ACTION ITEM: Look through the records below and copy each line that includes the word "setLineDash".

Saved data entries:
<<<<

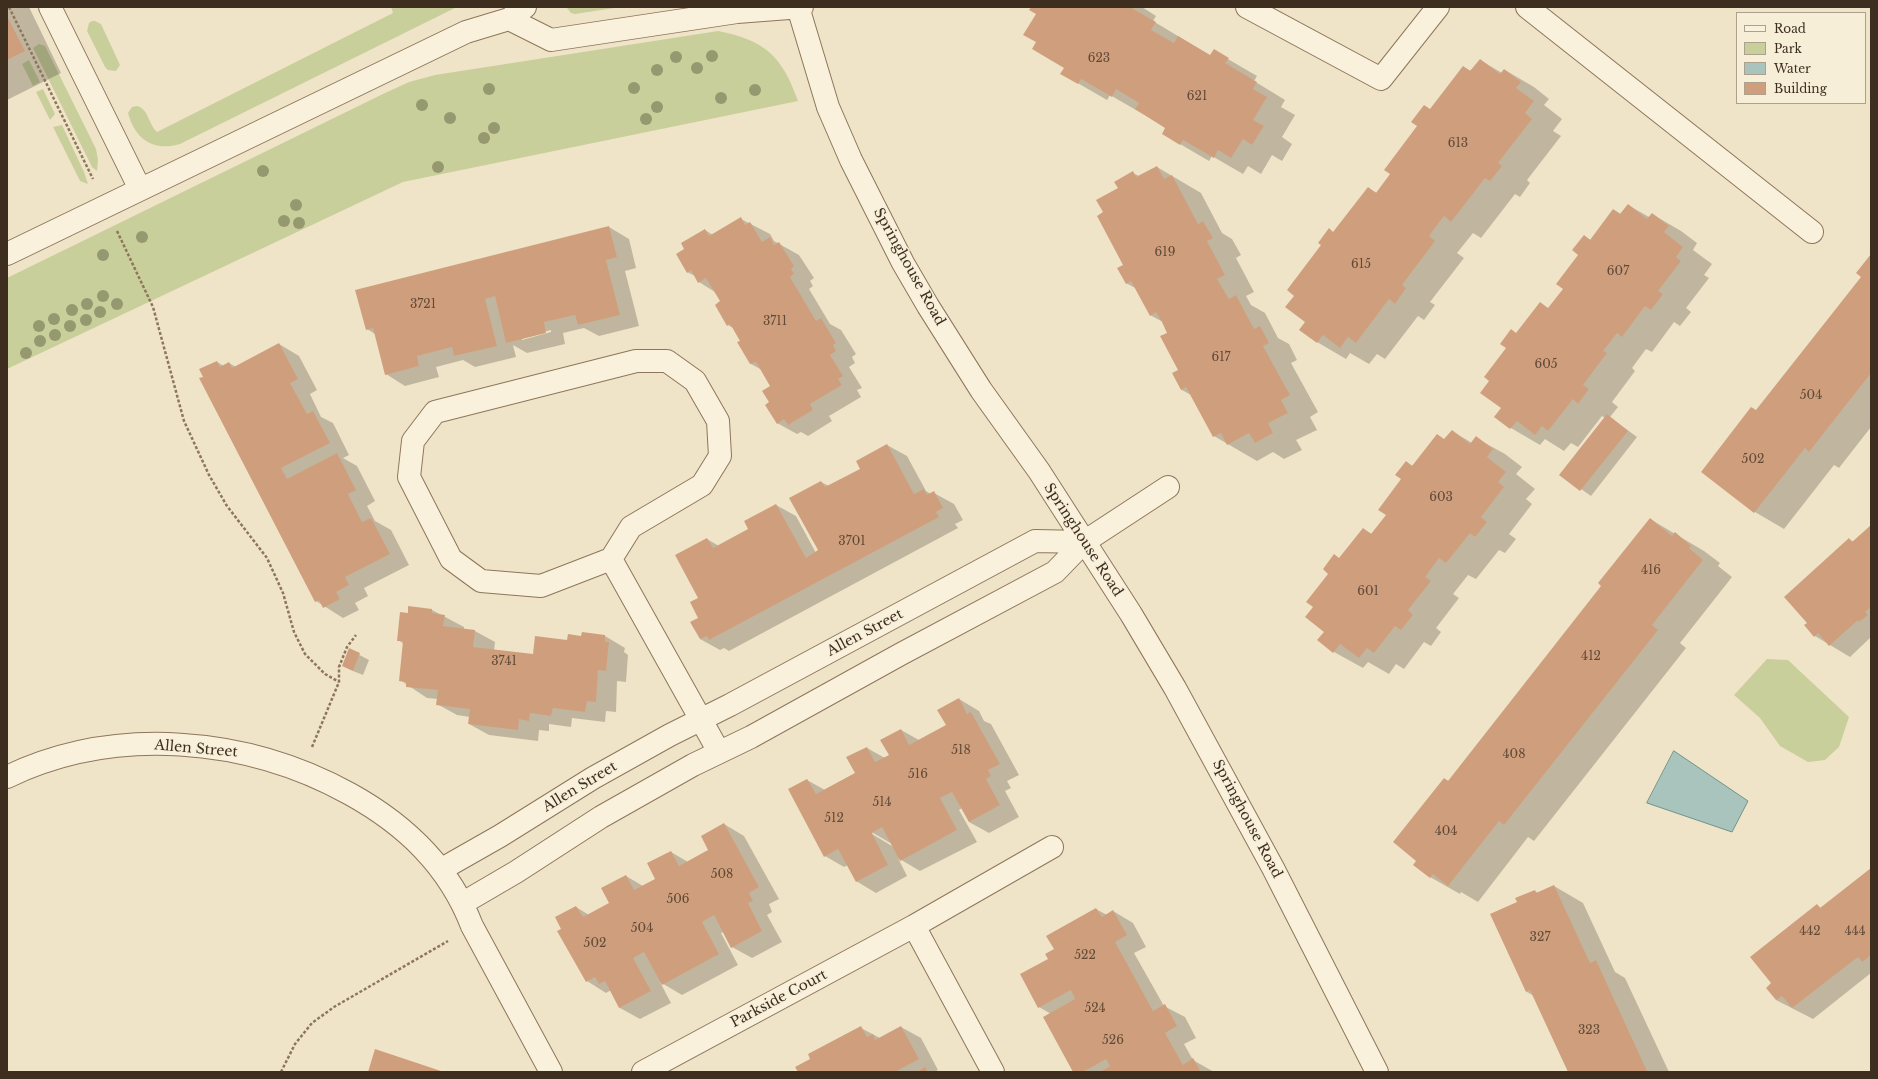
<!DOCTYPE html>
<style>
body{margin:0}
#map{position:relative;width:1878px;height:1079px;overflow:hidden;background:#f0e4c8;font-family:"Libre Baskerville",serif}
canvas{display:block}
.frame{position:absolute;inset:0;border:8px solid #3d2e20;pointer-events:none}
.legend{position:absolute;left:1736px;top:12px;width:130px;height:92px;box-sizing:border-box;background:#f7eed8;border:1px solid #ada18e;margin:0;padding:5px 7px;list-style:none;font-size:12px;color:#3d2e20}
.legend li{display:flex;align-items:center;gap:8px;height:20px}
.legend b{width:20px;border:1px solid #ada18e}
</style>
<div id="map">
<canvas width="1878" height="1079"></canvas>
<div class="frame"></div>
<ul class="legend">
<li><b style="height:5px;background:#faf1dc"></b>Road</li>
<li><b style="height:11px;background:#c9cf9b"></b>Park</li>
<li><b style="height:11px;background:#a9c4bc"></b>Water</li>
<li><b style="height:11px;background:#cf9f7d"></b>Building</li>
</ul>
</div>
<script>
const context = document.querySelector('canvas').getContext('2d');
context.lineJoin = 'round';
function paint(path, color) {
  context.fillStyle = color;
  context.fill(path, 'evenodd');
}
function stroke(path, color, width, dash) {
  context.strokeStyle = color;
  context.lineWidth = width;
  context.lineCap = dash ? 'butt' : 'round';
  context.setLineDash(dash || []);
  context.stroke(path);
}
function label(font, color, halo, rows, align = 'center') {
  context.font = font + ' "Libre Baskerville",serif';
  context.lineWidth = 3;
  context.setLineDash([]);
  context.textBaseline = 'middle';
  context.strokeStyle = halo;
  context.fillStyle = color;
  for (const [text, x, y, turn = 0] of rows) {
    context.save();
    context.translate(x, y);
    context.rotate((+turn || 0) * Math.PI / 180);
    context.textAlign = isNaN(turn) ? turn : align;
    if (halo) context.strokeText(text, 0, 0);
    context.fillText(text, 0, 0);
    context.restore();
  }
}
const green = new Path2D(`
 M391,7h66l-277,137c-27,8 -45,-5 -52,-31l4,-6 5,-1c11,2 12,19 20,26l236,-119z
 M621,7l-46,7 -4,-1 -4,-5z
 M92,21h3l6,3 19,41 -4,6 -8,-1 -3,-3 -18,-36 2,-8z
 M718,31c47,9 64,25 80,70l-395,81 -396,187v-91l378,-185 24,-11 26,-7z
 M39,44l6,2 51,103 2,11 -1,11 -5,-4 -59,-119z
 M29,60l11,22 -7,4 -11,-22z
 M43,89l12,25 -5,6 -14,-28z
 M62,125l22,47 4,12 -8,-3 -27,-54z
 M1767,659l21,1 61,57 -10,30 -14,13 -17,2 -28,-16 -20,-28 -26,-23z`);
const water = new Path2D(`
 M1674,751l74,50 -16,31 -85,-29z`);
const shadow = new Path2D(`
 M7,7h22l32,66 -54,27z
 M1032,7h110l14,9 -3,5 58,35 3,-5 43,25 -3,5 31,19 -4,7 14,8 -13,22 10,7 -10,17 -10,-6 -11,19 -13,-8 -5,8 -31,-18 -3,5 -29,-17 -13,-16 -57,-33 -3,5 -45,-26 3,-6 -28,-26v-28z
 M1480,60l22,13 3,-3 29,17 15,12 -5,6 18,14 -9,12 8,5 -34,44 3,3 -10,14 -5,-3 -34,44 -8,-5 -16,20 7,5 -34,44 5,3 -11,15 -6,-4 -33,43 -8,-5 -8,10 -19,-11 -4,6 -29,-17 -22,-47 27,-50 7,-15 5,3 34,-45 9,5 14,-19 40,-64 33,-43 7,4z
 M1157,167l44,26 21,40 10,6 9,16 -5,3 18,34 -8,4 5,9 14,8 13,25 11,6 8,16 -6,3 27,49 -8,5 7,13 -21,10 6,10 -18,9 -11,-7 -16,9 -43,-25 -23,-41 -9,-5 -9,-16 7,-4 -11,-37 -6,-11 -13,-7 -13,-26 -11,-6 -7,-94 14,-16 6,3z
 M1628,205l21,12 3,-3 29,17 16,12 -4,7 19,14 -8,11 5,3 -23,30 5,4 -11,14 -6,-4 -22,30 -6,-3 -14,19 3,3 -23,31 6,5 -8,10 27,20 -46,59 -30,-21 44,-57 -3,-2 -24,31 -7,-4 -7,8 -19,-12 -5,6 -29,-17 -16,-12 7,-8 -11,-27 26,-47 23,-31 9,6 15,-20 15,-34 5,-19 7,4 23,-30 7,4z
 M741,219l29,15 4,7 25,14 15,23 -4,3 3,5 -4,3 21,35 11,6 15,24 -4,3 3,6 -6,4 13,21 -5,2 4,7 -32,19 3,5 -24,15 -7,-4 -4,2 -20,-11 -7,-20 1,-17 -9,-16 -11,-6 -12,-21 2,-1 -8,-14 -5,-3 -7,-23 -6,-10 -16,-10 -4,-6 -8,-4 -1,-23 19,-19 8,5z
 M609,227l20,12 7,29 -11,3 14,55 -40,10 -15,-8 -21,5 2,11 -38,9 -14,-8 3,12 -41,10 -12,-7 -27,7 3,10 -34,9 -19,-12 -11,-40 -8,-5zM551,330v2l-29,8v-2z
 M1871,256v171l-32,41 -5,-3 -50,64 -29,-17 -52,-41 54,-60 106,-135z
 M279,344l20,12 18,34 -7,4 11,23 12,6 16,32 -6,3 14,8 18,35 -8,5 8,15 16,9 18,35 -45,23 4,8 -13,7 4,7 -16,8 -27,-17 -112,-224 13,-15 7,4 5,-3 7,4z
 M1452,431l20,12 4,-5 29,16 17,13 -6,7 19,15 -9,10 6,5 -23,30 7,5 -11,14 -6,-3 -23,29 -8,-4 -15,19 6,4 -23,30 5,4 -10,14 -7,-4 -20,27 -8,-5 -7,10 -21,-12 -5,6 -29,-16 -15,-12 6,-8 -11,-25 26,-48 23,-30 9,5 15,-19 16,-36 3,-17 7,4 32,-26z
 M887,445l20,11 19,35 5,3 3,-1 20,11 9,16 -8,4 3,4 -229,123 -5,-3 -4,2 -20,-11 -1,-41 8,-59 12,7 30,-16 27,-25 20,11 20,37 3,-2 2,-69 8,4 32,-17z
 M1650,519l54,32 16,12 -2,3 14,11 -52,66 6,5 -152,193 -6,-4 -50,65 -17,-10 -1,2 -30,-17 -13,-16 27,-82 5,2 154,-195z
 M1871,527v110l-21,20 -35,-21 -7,-13 41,-84 5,3z
 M409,607l23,3 32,17v3l11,1 20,11 -1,8 40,5 34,-14 14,-4 1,-3 22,2 20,12 -1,4 4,3 -2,27 -9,-1 -1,31 -10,-1 -1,11 -33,-4 -1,9 -22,-3v7l-10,-1 -1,11 -49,-6 -20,-11 1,-7 -13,-2 -20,-11 1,-5 -11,-1 -27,-18 4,-36 -6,-4 10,-25z
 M350,650l19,10 -6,15 -10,-4z
 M959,699l20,12 5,10 7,3 28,51 -12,6 4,7 -6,3 14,26 -30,16 -20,-11 -7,-14 -3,2 18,32 -57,29 -22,-13 9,18 -31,17 -20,-12 -8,-16 -4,2 -19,-11 -18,-76 18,10 31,-17 11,-25 18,10 5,-2 11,-26 18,10 28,-15zM868,830l24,14v2l-25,-15z
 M724,824l20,12 35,63 -10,5 3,8 -5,3 15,27 -30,16 -20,-11 -8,-15 -3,1 17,32 -56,30 -22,-13 11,21 -31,16 -20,-11 -9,-18 -5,3 -19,-12 -11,-74 13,8 21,-11 16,-28 17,10 13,-7 15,-27 17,10 22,-12z
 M1871,869v104l-58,46 -37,-19 -3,-16 44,-79 4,3z
 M1554,886l29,17 32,69 10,6 44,94h-100l-35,-76 -7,-4 -9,-90 17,-11 3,2z
 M1096,909l11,6 6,-4 20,12 13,24 -12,6 30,53 21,11 11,21 -12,6 9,16 21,12h-139l-24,-58 -12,-7 10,-48 6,-9z
 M901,1027l20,11 17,32 -3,2h-136l12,-12 50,-32 19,10z`);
const building = new Path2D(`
 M1031,7h99l26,15 -5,8 23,13 4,-7 32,19 4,-6 15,9 -4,5 32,19 -4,7 14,8 -14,23 11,6 -12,19 -9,-6 -12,19 -13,-8 -4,8 -31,-18 -3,5 -18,-11 3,-6 -30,-19 4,-6 -23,-14 -4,8 -31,-18 -3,5 -18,-10 4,-6 -32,-19 4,-7 -13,-7 13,-21 -7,-4z
 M7,16l18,35 -18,9z
 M1480,59l20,15 4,-5 17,13 -5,6 18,13 -9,12 7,6 -34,44 4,3 -12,15 -5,-3 -34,44 -7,-6 -15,20 6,5 -33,44 4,3 -11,16 -6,-5 -33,44 -8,-6 -8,11 -17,-13 -6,8 -18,-13 6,-8 -20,-15 9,-11 -7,-6 34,-45 -3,-2 11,-15 4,4 35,-45 8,6 14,-19 -6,-4 33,-44 -6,-4 13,-17 6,4 33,-43 7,5z
 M1157,166l7,13 8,-4 26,49 5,-3 10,17 -6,3 18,34 -8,4 12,20 7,-4 18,34 6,-3 9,17 -6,3 27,49 -9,5 7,13 -20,10 5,10 -18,10 -6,-10 -22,12 -6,-12 -8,4 -27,-50 -5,3 -9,-17 6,-3 -18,-34 7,-3 -5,-11 -6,-10 -6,4 -19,-35 -5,3 -9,-16 6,-3 -26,-49 6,-4 -7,-12 22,-12 -4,-6 19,-11 3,6z
 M1628,204l19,15 5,-6 17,13 -5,6 19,15 -7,10 5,4 -23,30 5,3 -12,16 -6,-4 -23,31 -5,-4 -14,18 4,2 -24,32 6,4 -11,15 -5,-5 -25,32 -6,-5 -7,9 -18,-14 -7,8 -16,-12 7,-9 -21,-15 9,-12 -5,-4 22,-29 -6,-4 11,-15 5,4 24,-31 8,6 15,-19 -7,-5 22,-29 -6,-5 12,-15 6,5 23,-31 7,5z
 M741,217l4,8 5,-3 12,20 8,-5 4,8 5,-3 15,24 -3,3 3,5 -4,3 26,44 5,-3 15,25 -3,2 3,6 -6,4 13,21 -5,3 4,6 -32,19 3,6 -25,15 -4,-6 -7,5 -12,-19 4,-3 -7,-11 8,-5 -14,-24 -6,2 -13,-22 3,-1 -8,-14 -3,-3 -2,2 -12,-21 5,-4 -14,-23 -8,5 -7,-13 -4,3 -11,-19 8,-5 -3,-6 24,-14 4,7z
 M609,226l8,31 -11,3 14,55 -42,10 -3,-10 -31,7 2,11 -40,10 -11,-47 -10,3 12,47 -43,10 -2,-9 -35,9 2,10 -34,9 -12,-47 -7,2 -11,-40z
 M1871,254v119l-62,79 -4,-4 -51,65 -53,-41 50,-65 5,3 105,-133 -5,-4z
 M279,343l19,36 -8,4 17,31 6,-3 17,32 -49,25 6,11 50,-26 19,37 -8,4 14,28 9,-4 19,36 -45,23 4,8 -13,7 4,7 -17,9 -4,-8 -4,2 -116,-224 4,-1 -4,-8 18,-8 3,6 9,-5 3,6z
 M1607,414l21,17 -48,60 -21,-16z
 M1452,430l18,14 6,-8 17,13 -6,8 19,15 -8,10 6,5 -23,30 6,5 -12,15 -5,-4 -24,30 -7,-5 -14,19 6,4 -23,29 5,5 -12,15 -6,-4 -21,27 -7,-5 -8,10 -19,-14 -7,9 -16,-13 7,-8 -19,-15 8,-10 -7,-5 22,-28 -5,-5 11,-15 5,4 24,-30 8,6 15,-19 -8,-5 23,-31 -6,-4 11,-14 6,5 25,-32 7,5z
 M887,444l27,50 10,-5 3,6 7,-4 9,17 -7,4 3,5 -230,123 -2,-4 -7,3 -10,-17 8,-4 -8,-16 8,-4 -23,-43 32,-17 6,10 35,-19 -4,-8 32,-17 30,54 12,-8 -29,-52 32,-17 4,6 35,-18 -4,-8z
 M1650,518l22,18 3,-4 16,14 -2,2 14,12 -51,65 6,5 -154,195 -5,-4 -51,65 -15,-12 -3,4 -17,-13 3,-4 -23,-19 51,-64 4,3 153,-195 -3,-3z
 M1871,525v82l-6,5 3,3 -9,7 -1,-2 -29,26 -11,-13 -4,4 -10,-12 3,-2 -23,-26 65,-59 3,4z
 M408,606l24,3v4l13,2 -2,11 32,4 -2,17 60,7 2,-18 32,4 1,-6 13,2 1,-4 23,3v7h4l-3,29 -8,-1 -2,32 -9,-1 -2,11 -32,-4 -2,8 -21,-3 -1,8 -10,-2 -1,11 -50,-6 2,-15 -34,-4 2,-15 -32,-3v-5l-7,-1 4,-40h-6l3,-29 8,1z
 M349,648l11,5 -7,18 -11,-5z
 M959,698l8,16 4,-2 29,52 -12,6 3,6 -5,3 14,26 -31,17 -17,-30 -12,6 17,32 -57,31 -18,-34 -10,6 16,32 -32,17 -18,-33 -14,8 -36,-68 19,-10 9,15 39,-21 -9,-16 21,-10 8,15 14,-7 -9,-15 21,-11 8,16 37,-20 -9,-15z
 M724,823l35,64 -10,6 4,8 -5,2 14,28 -31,17 -17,-33 -12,7 17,32 -57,31 -18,-33 -11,6 18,33 -32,17 -14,-27 -6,3 -4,-7 -9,5 -29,-51 4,-2 -6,-12 21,-11 7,11 26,-14 -8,-15 25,-13 8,15 21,-11 -8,-16 24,-12 8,15 29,-16 -7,-14z
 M1871,868v87l-9,7 -4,-5 -66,51 -10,-12 -6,4 -10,-12 5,-5 -21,-26 67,-53 3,4z
 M1554,885l36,78 6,-3 51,111 -79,1 -38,-82 -4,2 -36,-78 27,-12 -2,-4 20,-8 1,3z
 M1096,908l6,9 11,-7 14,25 -12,7 10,18 28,51 12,-7 12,22 -12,7 18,32 10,-7 8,14h-101l10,-6 -4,-7 -23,13h-10l-30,-55 32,-18 -4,-9 -33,18 -18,-34 28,-15 -3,-5 9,-5 -8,-13z
 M861,1026l6,11 6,-3 2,6 26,-14 18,33 -24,13h-97l-3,-5 15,-8 -2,-5z
 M375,1049l69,23h-76z
 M925,1067l3,5h-11z`);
const path = new Path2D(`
 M9,7l84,172
 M117,231l36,76 31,114 25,54 18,31 40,52 16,35 11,39 11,22 20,20 14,8
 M312,747l27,-65v-15l8,-20 9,-12
 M281,1072l14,-28 17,-21 22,-16 114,-66`);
const minor = new Path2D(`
 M50,7l90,182
 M798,7l30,100 23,53 52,103 25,43 53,84 58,81 92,143 44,74 98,180 104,204
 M1247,7l134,72 57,-72
 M1527,7l285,225
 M509,19l42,21 186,-28 65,-5
 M7,254l459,-222 43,-13 16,-12
 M611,559l-70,27 -60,-5 -30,-22 -42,-82 4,-36 22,-29 201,-51h31l28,20 23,40 2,35 -18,29 -71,42 -20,32 108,193
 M7,777c108,-52 240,-40 343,17 56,31 99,72 122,132l79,146
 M442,869l58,-33 93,-58 77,-43 60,-30 305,-164 49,1
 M463,903l53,-31 85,-55 92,-52 58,-28 150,-83 154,-82 29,-30 84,-55
 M914,926l79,146
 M643,1072l271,-146 138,-79`);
const trees = [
 [712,56],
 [676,57],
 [697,68],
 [657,70],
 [634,88],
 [489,89],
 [755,90],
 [721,98],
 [422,105],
 [657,107],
 [450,118],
 [646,119],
 [494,128],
 [484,138],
 [438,167],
 [263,171],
 [296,205],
 [284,221],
 [299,223],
 [142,237],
 [103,255],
 [103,296],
 [87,304],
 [117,304],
 [72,310],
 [100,312],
 [54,319],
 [86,320],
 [39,326],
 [70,326],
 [55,335],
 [40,341],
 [26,353]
];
const numberNames = [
 ["623",1099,59],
 ["621",1197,97],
 ["613",1458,144],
 ["619",1165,253],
 ["615",1361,265],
 ["607",1618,272],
 ["3721",423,305],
 ["3711",775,322],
 ["617",1221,358],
 ["605",1546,365],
 ["504",1811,396],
 ["502",1753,460],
 ["603",1441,498],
 ["3701",852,542],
 ["416",1651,571],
 ["601",1368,592],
 ["412",1591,657],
 ["3741",504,662],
 ["518",961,751],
 ["408",1514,755],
 ["516",918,775],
 ["514",882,803],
 ["512",834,819],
 ["404",1446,832],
 ["508",722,875],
 ["506",678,900],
 ["504",642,929],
 ["442",1810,932],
 ["444",1855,932],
 ["327",1540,938],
 ["502",595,944],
 ["522",1085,956],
 ["524",1095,1009],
 ["323",1589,1031],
 ["526",1113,1041]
];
const streetNames = [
 ["Springhouse Road",909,267,61],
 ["Springhouse Road",1083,540,57],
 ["Allen Street",865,633,-28],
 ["Allen Street",196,749,5],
 ["Allen Street",580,787,-31],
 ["Springhouse Road",1247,819,62],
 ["Parkside Court",779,999,-28]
];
paint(green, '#c9cf9b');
paint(water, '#a9c4bc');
stroke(water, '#6f938a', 1);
paint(shadow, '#0003');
paint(building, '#cf9f7d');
stroke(minor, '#8d765c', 24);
stroke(path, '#8d765c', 2.5, [3, 2]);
stroke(minor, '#faf1dc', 22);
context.fillStyle = '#96986f';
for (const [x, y] of trees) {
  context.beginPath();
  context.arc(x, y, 6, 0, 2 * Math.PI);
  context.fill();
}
label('12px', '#624a37', null, numberNames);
label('14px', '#3d2e20', '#f7eed8', streetNames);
</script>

>>>>

ANSWER SECTION:
  context.setLineDash(dash || []);
  context.setLineDash([]);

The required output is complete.